Table information - the schema is the table below (with some columns removed for succinctness).  There are ~45 million rows, the rows are also fairly wide about 80 columns total. buyer_id is null ~30% of the time (as is supplier_id). A given buyer id maps to between 1 and ~100,000 records (in a decreasing distribution, about 1 million unique buyer id values).  Supplier_id is similar.  Note buyer_id and month columns are not always independent (for some buyer_ids there is a strong correlation as in this case where the buyer_ids are associated with only older months, though for others there isn't), though even so I'm still not clear on why it would pick the plan that it does. We can consider these table never updated or inserted into (updates are done in a new db offline that is periodically swapped in).

                                          Table "public.customs_records"
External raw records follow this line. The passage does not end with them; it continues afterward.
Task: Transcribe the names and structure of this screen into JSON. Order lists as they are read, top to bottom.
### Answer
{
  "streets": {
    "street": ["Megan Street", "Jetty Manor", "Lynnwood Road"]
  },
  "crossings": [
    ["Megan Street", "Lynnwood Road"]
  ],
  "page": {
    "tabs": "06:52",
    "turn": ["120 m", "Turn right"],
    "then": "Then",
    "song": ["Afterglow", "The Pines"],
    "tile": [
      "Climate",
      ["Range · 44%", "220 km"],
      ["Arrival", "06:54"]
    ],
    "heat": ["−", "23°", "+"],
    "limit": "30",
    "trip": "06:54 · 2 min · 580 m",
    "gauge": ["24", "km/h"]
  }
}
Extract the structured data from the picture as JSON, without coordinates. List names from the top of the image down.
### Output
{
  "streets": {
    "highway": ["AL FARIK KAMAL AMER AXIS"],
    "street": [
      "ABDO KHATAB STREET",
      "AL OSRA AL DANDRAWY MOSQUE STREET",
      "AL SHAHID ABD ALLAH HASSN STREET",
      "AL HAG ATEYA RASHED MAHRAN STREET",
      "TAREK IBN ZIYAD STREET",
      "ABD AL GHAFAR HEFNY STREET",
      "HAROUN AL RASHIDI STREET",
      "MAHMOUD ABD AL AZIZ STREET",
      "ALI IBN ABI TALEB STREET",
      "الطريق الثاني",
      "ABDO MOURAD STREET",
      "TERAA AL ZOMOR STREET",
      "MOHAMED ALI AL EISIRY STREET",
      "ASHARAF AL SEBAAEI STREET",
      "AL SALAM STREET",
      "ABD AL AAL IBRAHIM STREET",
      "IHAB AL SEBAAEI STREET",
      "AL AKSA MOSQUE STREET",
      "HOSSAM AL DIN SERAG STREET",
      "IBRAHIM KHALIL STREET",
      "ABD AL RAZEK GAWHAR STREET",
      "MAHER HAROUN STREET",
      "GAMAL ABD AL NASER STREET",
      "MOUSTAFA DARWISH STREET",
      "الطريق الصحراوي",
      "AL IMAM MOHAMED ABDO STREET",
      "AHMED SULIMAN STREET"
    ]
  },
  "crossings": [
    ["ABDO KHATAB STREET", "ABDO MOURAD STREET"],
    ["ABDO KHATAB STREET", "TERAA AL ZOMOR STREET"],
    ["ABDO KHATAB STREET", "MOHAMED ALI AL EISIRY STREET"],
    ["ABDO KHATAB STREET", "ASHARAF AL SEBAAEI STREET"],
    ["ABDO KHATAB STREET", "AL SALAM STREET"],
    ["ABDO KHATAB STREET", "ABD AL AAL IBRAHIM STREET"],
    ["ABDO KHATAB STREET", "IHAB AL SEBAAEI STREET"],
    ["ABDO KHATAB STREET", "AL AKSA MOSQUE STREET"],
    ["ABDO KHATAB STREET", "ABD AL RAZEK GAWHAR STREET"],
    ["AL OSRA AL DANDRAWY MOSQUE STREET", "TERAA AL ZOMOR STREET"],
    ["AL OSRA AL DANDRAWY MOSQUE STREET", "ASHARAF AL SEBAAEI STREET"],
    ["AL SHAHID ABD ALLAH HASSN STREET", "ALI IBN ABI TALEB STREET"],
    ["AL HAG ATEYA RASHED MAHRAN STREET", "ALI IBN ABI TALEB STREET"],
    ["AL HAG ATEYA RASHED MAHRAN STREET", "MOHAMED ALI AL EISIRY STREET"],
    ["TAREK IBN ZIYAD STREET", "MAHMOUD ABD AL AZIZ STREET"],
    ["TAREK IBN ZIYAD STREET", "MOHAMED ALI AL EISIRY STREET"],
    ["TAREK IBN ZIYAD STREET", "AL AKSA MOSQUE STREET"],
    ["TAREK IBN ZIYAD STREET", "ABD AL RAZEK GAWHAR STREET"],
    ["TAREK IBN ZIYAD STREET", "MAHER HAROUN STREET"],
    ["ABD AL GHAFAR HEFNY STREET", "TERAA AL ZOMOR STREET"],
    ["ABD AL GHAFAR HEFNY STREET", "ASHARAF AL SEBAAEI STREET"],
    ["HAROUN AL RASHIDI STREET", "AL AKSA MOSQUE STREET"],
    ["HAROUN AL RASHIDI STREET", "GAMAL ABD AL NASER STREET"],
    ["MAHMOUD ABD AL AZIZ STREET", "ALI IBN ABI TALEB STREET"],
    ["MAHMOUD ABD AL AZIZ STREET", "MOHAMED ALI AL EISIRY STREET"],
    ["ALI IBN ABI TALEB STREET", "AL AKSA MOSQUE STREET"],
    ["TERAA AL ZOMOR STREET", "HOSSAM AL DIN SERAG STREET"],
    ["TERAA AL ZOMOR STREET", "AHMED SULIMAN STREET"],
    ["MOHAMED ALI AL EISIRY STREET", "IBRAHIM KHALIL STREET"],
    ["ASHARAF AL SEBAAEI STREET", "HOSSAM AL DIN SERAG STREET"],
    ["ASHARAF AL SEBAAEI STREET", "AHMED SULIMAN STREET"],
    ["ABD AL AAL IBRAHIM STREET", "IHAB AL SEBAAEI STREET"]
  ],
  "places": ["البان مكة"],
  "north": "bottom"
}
          Column          |          Type          |                          Modifiers                          
--------------------------+------------------------+--------------------------------------------------------------
 id                       | integer                | not null default nextval('customs_records_id_seq'::regclass)
....
 bl_number                | character varying(16)  |
....
 month                    | date                   |
....
 buyer_id                 | integer                |
...
 supplier_id              | integer                |
...
Indexes:
    "customs_records_pkey" PRIMARY KEY, btree (id) WITH (fillfactor=100)
    "index_customs_records_on_month_and_bl_number" UNIQUE, btree (month, bl_number) WITH (fillfactor=100)
    "index_customs_records_on_buyer_id" btree (buyer_id) WITH (fillfactor=100) WHERE buyer_id IS NOT NULL
    "index_customs_records_on_supplier_id_and_buyer_id" btree (supplier_id, buyer_id) WITH (fillfactor=100) CLUSTER


db version =>
 PostgreSQL 9.0.3 on x86_64-unknown-linux-gnu, compiled by GCC gcc (GCC) 4.1.2 20080704 (Red Hat 4.1.2-46), 64-bit
 (enterprise db build)
ubuntu 8.04 LTS is the host



Timothy Garnett <tgarnett@panjiva.com> wrote:

>>>    ->  Index Scan Backward using
>>> index_customs_records_on_month_and_bl_number on customs_records
>>> (cost=0.00..78426750.74 rows=48623 width=908) (actual
>>> time=171344.182..3858893.588 rows=100 loops=1)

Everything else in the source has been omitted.